Applications should be sent to Martha Grover  at [log in to unmask] or to Andy Bommarius at [log in to unmask] or to Ronald W. Rousseau at [log in to unmask], and should include a cover letter, a CV, and a list of at least three references with contact information.

Project Description

Manufacturing of drugs in continuous processes, instead of the traditional batch processing, is envisioned to lead to more consistent product quality, faster ramp-up in times of shortages, such as during outbreaks of pandemics, and less environmental impact of the production plants.  We propose to demonstrate the concept of continuous synthesis, crystallization, and isolation (CSCI) on the example of enzyme-catalyzed beta-lactam antibiotics active pharmaceutical ingredient (API) production.  Cephalexin and amoxicillin, representative for cephalosporins and penicillins, respectively, will be our target products.
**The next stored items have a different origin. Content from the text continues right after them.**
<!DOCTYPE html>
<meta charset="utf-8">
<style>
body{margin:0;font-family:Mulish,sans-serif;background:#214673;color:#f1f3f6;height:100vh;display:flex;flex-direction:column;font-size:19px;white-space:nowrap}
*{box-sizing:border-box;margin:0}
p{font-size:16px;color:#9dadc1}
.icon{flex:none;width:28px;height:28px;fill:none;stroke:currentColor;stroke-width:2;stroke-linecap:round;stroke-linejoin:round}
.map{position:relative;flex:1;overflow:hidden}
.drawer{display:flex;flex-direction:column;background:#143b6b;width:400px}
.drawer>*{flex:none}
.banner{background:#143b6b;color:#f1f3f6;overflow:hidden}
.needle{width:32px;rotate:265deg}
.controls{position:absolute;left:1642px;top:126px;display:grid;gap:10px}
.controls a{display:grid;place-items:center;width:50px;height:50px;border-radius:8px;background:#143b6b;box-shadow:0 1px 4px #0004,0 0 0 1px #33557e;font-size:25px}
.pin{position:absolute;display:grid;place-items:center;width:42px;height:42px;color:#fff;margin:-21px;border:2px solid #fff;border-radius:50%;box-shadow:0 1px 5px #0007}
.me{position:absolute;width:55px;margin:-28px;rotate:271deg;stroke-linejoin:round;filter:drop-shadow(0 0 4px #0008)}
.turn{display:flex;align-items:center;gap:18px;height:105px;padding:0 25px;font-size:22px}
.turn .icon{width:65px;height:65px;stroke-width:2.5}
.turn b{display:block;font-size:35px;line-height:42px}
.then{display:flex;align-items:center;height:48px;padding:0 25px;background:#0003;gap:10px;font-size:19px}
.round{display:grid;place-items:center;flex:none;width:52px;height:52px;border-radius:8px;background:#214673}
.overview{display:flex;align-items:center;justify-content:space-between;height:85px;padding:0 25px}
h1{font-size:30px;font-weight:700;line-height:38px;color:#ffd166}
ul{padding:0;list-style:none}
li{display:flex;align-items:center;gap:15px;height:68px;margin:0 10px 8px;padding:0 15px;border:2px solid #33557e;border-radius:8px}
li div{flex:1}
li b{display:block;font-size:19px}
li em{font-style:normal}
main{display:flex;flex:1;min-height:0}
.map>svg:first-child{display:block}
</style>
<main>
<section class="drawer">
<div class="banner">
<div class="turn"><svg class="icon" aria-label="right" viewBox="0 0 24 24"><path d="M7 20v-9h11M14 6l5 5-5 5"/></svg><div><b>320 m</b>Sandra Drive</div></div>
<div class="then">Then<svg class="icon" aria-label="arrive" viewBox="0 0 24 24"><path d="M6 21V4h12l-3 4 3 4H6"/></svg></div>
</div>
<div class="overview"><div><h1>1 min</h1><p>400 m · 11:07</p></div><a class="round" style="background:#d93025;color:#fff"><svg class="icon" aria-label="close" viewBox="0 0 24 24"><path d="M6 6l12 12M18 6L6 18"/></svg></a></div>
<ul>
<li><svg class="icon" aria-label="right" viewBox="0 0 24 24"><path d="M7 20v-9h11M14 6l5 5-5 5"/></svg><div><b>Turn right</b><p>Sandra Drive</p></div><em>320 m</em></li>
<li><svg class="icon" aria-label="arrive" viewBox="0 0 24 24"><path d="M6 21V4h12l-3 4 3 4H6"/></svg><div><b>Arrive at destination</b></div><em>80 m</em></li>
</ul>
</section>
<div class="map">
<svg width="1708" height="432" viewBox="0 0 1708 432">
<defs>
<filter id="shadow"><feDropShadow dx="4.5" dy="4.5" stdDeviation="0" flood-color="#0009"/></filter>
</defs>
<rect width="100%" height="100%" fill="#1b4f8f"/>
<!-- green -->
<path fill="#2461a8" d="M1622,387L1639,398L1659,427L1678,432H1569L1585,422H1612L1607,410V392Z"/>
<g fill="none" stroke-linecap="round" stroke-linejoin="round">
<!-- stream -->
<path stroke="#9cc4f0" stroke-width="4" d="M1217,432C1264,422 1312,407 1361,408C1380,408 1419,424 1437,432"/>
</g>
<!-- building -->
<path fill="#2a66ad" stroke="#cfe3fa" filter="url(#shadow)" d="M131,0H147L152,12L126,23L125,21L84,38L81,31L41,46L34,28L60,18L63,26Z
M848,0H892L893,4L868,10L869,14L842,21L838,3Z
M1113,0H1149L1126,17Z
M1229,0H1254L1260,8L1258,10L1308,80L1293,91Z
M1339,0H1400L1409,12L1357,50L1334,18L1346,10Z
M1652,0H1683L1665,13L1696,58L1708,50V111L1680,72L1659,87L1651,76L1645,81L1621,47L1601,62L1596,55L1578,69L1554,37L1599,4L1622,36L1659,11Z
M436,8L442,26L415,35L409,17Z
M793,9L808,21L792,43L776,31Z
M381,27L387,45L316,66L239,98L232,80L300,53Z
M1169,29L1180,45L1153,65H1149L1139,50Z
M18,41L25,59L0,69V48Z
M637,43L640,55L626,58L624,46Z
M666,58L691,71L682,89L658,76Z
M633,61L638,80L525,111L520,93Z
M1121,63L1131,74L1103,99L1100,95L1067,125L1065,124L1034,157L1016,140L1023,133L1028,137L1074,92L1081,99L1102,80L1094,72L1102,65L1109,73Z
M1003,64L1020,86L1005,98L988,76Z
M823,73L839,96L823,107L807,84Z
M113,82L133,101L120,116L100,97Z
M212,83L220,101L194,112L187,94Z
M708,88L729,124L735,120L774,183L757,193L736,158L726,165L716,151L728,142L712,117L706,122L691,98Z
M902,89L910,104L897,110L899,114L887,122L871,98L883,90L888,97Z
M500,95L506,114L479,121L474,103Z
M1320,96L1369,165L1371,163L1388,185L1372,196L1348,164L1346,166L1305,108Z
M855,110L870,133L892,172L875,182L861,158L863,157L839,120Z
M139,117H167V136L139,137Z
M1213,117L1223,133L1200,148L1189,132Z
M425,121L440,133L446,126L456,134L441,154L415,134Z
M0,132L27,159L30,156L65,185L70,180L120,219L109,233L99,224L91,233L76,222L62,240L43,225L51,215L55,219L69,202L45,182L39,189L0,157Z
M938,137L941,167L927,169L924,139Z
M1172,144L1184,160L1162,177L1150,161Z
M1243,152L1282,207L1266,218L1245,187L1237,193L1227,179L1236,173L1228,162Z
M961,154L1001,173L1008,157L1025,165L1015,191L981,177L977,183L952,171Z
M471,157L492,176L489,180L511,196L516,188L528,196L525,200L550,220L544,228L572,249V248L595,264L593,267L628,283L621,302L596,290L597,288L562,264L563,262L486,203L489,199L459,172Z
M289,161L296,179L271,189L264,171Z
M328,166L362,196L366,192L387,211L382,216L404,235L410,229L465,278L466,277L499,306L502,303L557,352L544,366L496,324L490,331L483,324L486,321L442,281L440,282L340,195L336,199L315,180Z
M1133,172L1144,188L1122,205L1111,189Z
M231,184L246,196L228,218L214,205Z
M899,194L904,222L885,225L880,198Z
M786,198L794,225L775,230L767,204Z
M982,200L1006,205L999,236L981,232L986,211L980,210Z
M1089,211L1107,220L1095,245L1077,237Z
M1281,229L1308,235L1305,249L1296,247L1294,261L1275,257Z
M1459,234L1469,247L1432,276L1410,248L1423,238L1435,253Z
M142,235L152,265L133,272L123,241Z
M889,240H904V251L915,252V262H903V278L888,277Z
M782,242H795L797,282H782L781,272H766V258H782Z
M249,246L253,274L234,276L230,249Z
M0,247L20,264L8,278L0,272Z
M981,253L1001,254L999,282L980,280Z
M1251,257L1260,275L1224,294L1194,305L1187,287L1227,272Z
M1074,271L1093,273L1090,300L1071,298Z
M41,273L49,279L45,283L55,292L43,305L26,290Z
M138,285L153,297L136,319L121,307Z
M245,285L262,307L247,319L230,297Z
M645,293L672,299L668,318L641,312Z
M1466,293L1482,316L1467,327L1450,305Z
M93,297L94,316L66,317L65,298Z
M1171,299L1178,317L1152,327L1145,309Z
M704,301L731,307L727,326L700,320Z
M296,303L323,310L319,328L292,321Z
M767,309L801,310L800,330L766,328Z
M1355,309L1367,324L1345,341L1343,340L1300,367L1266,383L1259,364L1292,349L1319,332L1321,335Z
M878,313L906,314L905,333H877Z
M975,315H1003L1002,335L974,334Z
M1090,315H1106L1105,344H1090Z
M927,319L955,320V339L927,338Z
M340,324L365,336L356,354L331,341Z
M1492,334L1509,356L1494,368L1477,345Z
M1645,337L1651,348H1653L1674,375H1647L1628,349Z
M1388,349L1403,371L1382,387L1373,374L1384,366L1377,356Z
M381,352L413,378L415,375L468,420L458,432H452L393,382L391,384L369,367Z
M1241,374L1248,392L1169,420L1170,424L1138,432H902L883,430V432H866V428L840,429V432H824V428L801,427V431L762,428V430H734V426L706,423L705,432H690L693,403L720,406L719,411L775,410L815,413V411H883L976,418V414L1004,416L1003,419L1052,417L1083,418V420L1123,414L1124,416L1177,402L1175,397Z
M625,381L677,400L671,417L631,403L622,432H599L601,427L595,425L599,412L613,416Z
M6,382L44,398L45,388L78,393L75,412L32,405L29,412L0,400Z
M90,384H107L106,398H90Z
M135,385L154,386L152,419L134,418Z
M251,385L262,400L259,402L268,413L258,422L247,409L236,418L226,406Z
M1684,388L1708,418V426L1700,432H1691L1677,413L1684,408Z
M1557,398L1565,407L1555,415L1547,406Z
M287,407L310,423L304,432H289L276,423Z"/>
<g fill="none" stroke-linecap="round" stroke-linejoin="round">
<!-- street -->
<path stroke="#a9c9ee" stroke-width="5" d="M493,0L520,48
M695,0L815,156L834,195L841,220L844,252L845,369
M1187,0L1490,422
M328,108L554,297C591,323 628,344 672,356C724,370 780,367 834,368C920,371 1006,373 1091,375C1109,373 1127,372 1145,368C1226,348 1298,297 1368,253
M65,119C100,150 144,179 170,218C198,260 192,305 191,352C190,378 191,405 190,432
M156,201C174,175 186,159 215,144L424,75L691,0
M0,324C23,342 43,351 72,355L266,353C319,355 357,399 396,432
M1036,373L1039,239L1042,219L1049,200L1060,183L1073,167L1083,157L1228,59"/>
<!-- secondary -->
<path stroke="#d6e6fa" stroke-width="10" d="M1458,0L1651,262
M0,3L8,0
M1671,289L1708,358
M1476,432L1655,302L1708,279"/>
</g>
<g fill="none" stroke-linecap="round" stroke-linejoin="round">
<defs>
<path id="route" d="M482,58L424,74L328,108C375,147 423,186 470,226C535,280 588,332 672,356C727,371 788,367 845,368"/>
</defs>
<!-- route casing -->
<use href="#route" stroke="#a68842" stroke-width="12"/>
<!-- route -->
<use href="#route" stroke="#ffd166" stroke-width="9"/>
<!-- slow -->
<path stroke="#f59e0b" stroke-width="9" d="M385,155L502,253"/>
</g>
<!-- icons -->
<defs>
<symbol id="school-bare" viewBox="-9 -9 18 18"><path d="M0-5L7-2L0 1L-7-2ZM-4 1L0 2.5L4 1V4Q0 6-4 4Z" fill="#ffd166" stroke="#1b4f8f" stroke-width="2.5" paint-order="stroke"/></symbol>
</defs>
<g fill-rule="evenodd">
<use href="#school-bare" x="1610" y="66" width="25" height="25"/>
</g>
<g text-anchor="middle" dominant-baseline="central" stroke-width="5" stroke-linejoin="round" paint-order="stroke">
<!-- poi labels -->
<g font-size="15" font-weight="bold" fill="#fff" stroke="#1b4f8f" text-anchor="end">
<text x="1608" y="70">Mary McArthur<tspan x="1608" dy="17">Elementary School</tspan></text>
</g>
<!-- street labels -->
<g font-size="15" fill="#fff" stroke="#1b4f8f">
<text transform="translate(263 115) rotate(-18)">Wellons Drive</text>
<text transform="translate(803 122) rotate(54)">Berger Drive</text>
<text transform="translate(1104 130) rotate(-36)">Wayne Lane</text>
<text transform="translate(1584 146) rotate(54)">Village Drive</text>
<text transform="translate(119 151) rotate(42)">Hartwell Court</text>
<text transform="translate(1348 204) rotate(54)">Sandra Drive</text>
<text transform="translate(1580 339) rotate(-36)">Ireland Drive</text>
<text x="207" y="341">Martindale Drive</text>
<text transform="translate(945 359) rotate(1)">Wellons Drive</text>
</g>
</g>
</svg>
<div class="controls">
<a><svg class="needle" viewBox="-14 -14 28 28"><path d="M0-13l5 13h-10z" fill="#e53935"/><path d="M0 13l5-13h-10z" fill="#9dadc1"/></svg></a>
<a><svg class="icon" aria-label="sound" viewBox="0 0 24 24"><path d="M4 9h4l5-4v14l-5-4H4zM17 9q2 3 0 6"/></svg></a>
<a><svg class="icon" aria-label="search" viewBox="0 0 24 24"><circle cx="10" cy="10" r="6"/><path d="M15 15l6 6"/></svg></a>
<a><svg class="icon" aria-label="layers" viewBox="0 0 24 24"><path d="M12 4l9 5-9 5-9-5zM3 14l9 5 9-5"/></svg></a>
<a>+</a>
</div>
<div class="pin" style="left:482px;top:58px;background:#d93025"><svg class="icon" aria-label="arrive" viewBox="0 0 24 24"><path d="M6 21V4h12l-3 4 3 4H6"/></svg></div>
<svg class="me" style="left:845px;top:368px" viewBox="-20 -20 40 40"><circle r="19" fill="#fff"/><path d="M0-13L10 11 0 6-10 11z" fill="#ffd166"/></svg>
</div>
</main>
As the FDA has issued Guidances regarding precautions against cross-contamination for both penicillins and cephalosporins, redesign of beta-lactam manufacturing plants towards dedicated facilities will be pertinent and advantageous.  Key features of our process include employment of i) an established biocatalyst, Pen G acylase, ii) a recently developed improved kinetic model, and iii) reactive crystallization to enhance selectivity and reduce cycle time.  We propose to develop novel integrated reactors and separators as well as an overall process model, to support PAT and process control around a chosen operating point. Our design is intended to enable beta-lactam API production in dedicated, compact, less capital-intensive plants, which in turn is envisioned to lead to better access to medicines for patents and consumers and ultimately to less expensive drugs.